Input data section start
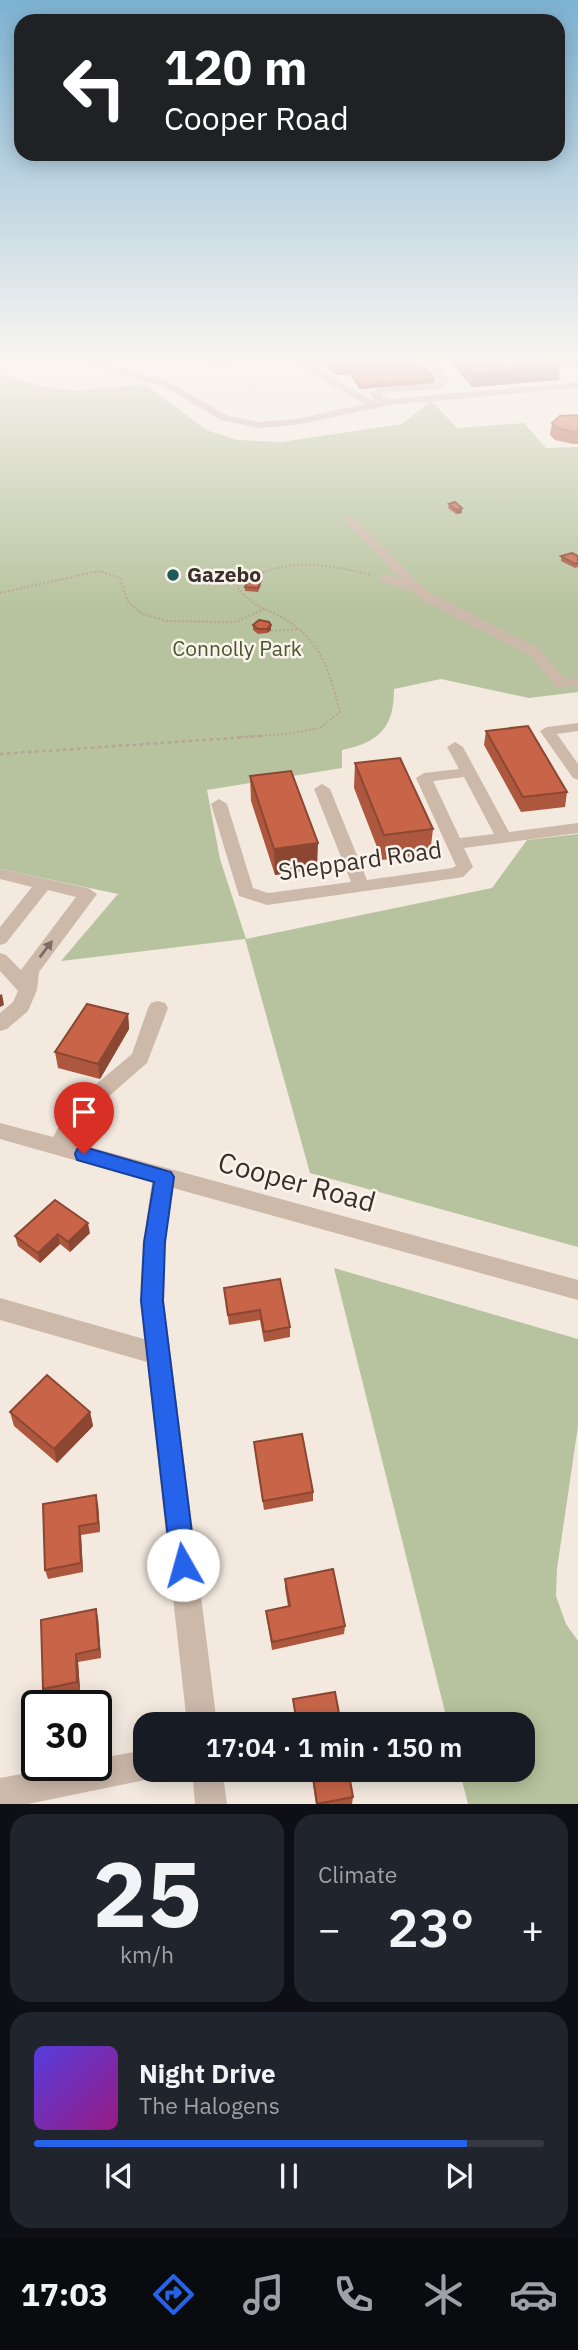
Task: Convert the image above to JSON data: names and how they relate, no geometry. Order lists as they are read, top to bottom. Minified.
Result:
{"streets":{"street":["Sheppard Road","Cooper Road"]},"parks":["Connolly Park"],"places":["Gazebo"],"page":{"turn":["120 m","Cooper Road"],"limit":"30","trip":"17:04 · 1 min · 150 m","tile":[["25","km/h"],"Climate"],"heat":["−","23°","+"],"song":["Night Drive","The Halogens"],"tabs":"17:03"}}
Input data section end
Work required: Could the data be reproduced exactly, with the pictures omitted?

Solution:
Task: Convert the image above to JSON data: names and how they relate, no geometry. Order lists as they are read, top to bottom. Minified.
Result:
{"streets":{"street":["Sheppard Road","Cooper Road"]},"parks":["Connolly Park"],"places":["Gazebo"],"page":{"turn":["120 m","Cooper Road"],"limit":"30","trip":"17:04 · 1 min · 150 m","tile":[["25","km/h"],"Climate"],"heat":["−","23°","+"],"song":["Night Drive","The Halogens"],"tabs":"17:03"}}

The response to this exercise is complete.